Site icon Surosowan.id

Warga di Pulau Sangiang: Tiga Dekade Bertahan Lawan Penggusuran

Aksi menuntut keadilan bagi warga Pulau Sangiang (Foto: Rasyid Sidik)

“Banyak yang pergi karena lelah, karena intimidasi,” kata Sofian Sauri, warga yang bertahan di Pulau Sangiang.

Serang – Di balik ekosistem eksotis Pulau Sangiang di Selat Sunda, ada luka yang dari beberapa dekade lalu yang tak kunjung sembuh. Luka yang dimualai pada 1994. Bermula dari janji investasi perusahaan bernama PT Pondok Kalimaya Putih (PKP) yang berujung pada nestapa warga.

Rencana investasi oleh perusahaan itu menjadikan tanah di sebagian besar pulau menjadi Hak Guna Bangunan (HGB) milik perusahaan.
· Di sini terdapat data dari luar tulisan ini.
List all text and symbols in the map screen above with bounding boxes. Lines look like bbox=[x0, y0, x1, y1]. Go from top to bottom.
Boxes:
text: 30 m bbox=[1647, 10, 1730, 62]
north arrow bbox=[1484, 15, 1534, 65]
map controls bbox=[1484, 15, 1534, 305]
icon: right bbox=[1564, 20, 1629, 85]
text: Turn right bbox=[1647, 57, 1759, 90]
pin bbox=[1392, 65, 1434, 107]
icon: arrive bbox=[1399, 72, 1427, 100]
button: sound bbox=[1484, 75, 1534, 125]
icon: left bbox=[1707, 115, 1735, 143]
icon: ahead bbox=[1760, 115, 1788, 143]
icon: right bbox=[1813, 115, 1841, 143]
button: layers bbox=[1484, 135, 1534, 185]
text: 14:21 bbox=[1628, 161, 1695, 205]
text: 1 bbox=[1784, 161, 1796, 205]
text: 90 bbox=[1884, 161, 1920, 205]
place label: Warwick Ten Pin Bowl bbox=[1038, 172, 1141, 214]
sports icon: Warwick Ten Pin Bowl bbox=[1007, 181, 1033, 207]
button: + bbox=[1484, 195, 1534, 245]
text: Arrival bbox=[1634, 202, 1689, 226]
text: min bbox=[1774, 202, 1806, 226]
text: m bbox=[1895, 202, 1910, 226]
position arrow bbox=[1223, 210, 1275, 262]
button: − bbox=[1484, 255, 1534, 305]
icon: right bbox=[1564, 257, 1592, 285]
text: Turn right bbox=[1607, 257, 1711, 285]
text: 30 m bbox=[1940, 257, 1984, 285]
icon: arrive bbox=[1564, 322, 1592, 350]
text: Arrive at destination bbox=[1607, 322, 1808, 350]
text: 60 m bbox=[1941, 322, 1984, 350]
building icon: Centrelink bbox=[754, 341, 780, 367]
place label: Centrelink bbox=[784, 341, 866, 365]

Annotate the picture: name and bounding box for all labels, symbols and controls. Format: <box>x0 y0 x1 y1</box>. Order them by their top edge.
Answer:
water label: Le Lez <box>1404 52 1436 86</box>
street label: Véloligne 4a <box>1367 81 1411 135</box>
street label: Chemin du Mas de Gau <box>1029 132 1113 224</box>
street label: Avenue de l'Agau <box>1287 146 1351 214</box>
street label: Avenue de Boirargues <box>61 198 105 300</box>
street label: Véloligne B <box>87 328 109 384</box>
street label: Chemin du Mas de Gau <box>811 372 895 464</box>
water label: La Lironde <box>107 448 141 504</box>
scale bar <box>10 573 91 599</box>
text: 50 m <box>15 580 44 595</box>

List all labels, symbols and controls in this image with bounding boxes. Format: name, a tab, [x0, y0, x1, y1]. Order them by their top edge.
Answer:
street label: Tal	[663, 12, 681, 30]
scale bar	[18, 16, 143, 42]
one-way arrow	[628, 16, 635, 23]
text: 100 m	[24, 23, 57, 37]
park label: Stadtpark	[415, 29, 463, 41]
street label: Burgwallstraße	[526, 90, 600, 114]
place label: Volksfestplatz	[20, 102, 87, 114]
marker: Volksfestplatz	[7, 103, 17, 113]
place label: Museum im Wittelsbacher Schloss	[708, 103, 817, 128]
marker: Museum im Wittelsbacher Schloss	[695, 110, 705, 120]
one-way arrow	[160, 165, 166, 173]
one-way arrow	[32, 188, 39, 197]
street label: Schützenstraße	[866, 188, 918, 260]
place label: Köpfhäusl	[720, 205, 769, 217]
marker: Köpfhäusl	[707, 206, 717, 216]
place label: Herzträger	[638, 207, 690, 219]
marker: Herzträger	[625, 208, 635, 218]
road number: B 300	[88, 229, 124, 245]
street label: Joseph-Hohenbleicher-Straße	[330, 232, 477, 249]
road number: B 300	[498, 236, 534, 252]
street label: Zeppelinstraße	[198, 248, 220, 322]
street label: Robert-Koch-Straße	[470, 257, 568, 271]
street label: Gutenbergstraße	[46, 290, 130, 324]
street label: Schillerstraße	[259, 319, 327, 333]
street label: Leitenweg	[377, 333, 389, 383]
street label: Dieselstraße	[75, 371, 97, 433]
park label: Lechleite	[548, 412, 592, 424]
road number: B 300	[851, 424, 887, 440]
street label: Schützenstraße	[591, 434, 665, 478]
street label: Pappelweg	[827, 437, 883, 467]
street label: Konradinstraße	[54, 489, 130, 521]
Rumah yang tadinya ditinggali warga semakin menyusut. Kebun yang tadinya jadi lahan garapan semakin ditinggali. Dari 120, saat ini tersisa hanya 20 kepala keluarga.

“Banyak yang pergi karena lelah, karena intimidasi,” ujar Sofian yang juga tokoh masyarakat di Pulau Sangiang.

Masyarakat memang diberi uang kerahiman oleh perusahaan. Tapi menurutnya, itu menjadi upaya perusahaan untuk menggusur warga lokal secara lembut. “Tapi itu cara halus untuk mengusir,” katanya.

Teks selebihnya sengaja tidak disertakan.